Cannot open file XXXX, reached
max number of tries
This means that for a given raw data
file, no pointing log or encoder log file was found after waiting for
some number of 30-second intervals.
Previous
number, this number
This means that the raw data file
minute number incremented by more than 1, which implies files were lost.
Now
about to crash!
File size is XXXX
File pointer position is YYYY
feof reports ZZZZ
Now crashing, satisfied...
Happily aborting with error
This error occurs when a raw data file
is the wrong size. Raw data files have an almost perfectly fixed
length set by the number of sampled channels and the number of samples
per minute. This error will usually happen on the last file of
the night because the DAS is usually stopped mid-minute. That's
fine. You should worry when it occurs partway through the night.
You should also worry if merging remains stuck in the wait loop for the
next file. New raw data files should appear every minute, so if
merging stalls for much longer than that, it indicates the raw data
files are not being generated or being copied to allegro.
For the various
cases, do the following:
Data Processing
This section describes how to restart the auto-analysis programs.

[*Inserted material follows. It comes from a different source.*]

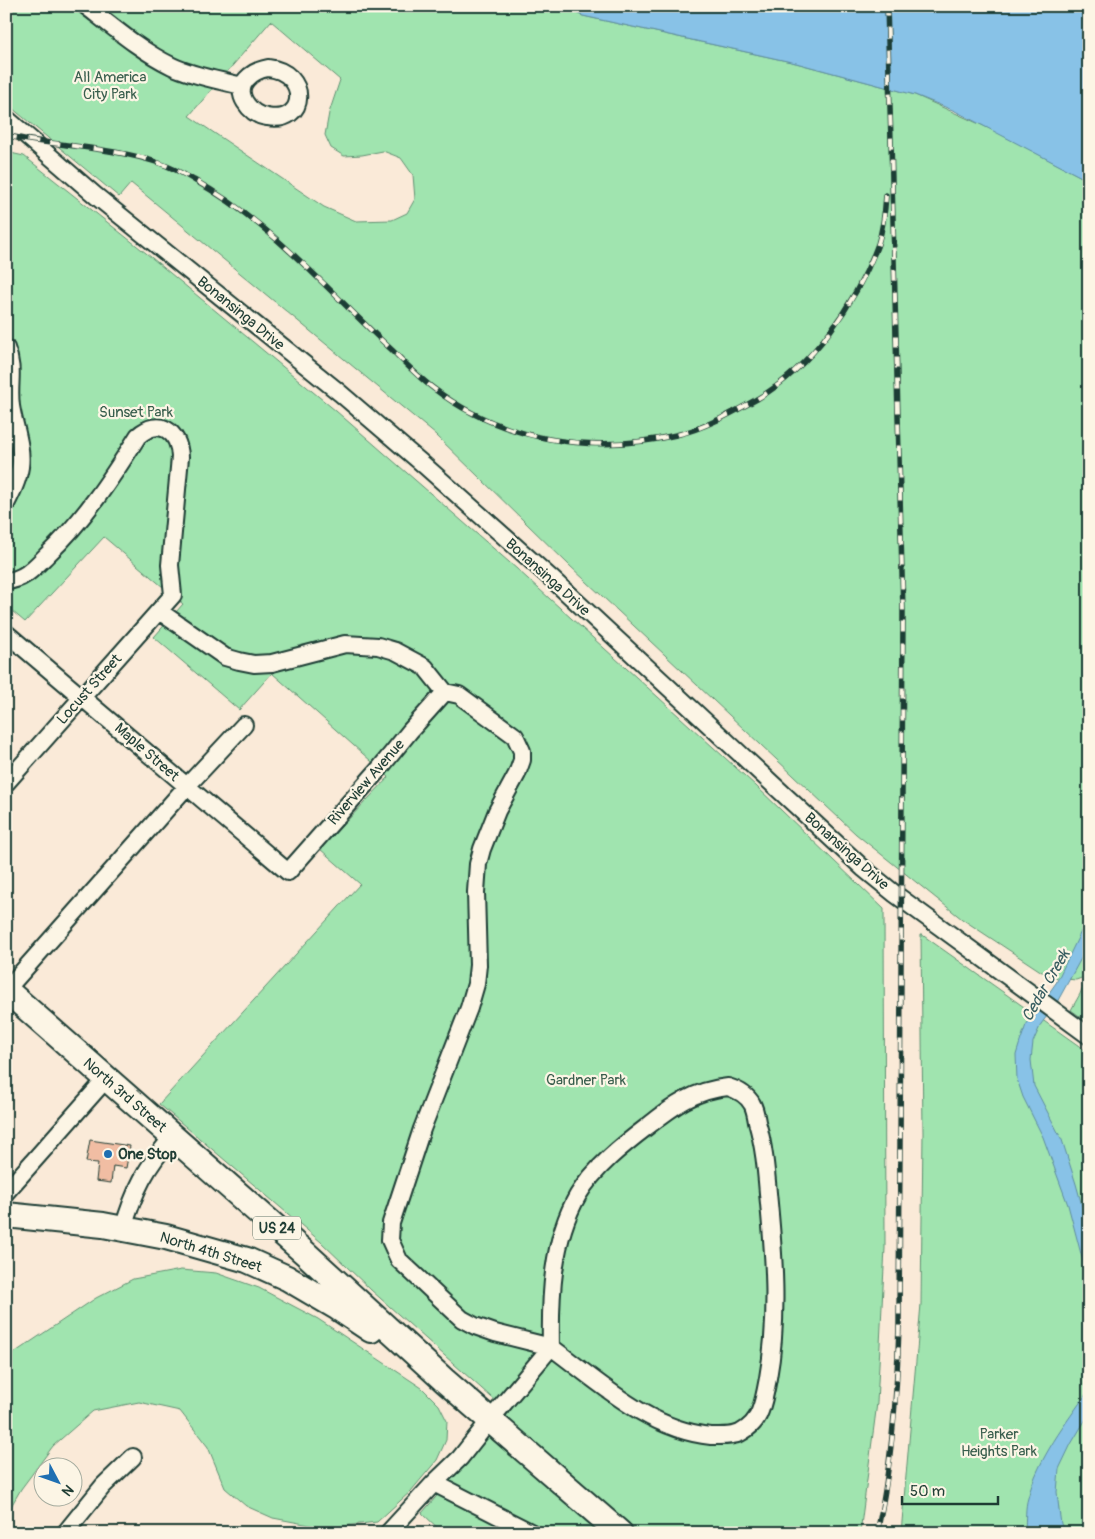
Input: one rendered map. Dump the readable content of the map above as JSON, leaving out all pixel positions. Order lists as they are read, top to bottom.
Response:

NOTE: For any instance where you are
asked to delete files, be careful to always use the -i option so that
you can confirm any deletes. This should be the default on allegro and kilauea, but be sure about it
before you delete anything.
For all cases
Processes that die involuntarily can leave partially written output
files, especially cleaning. Look for .lck files in your data
directories (see the Analysis
Software page for details on where these
would be). For any .lck
files that exist, delete the .lck
file and the associated data file. For example, if the data
directories start at ~/data,
then the command
>
find ~/data -path '*.lck' -follow
will find all the .lck
files. Don't forget to include the single quotes. Only delete the .lck files on kilauea; do not delete .lck
files in the cross-mounted directories rawdir/, headerdir/, or encdir/.
Xterms die
Either
because you accidentally killed them, or because kilauea's X server dies, or
because kilauea crashes,
etc. You can
restart the xterm(s) and the routine(s) running in them as
follows. If all your xterms
died, you should still use this by-hand method because start_autos does not supply the necessary obsnum_start argument to run_auto_slice_files.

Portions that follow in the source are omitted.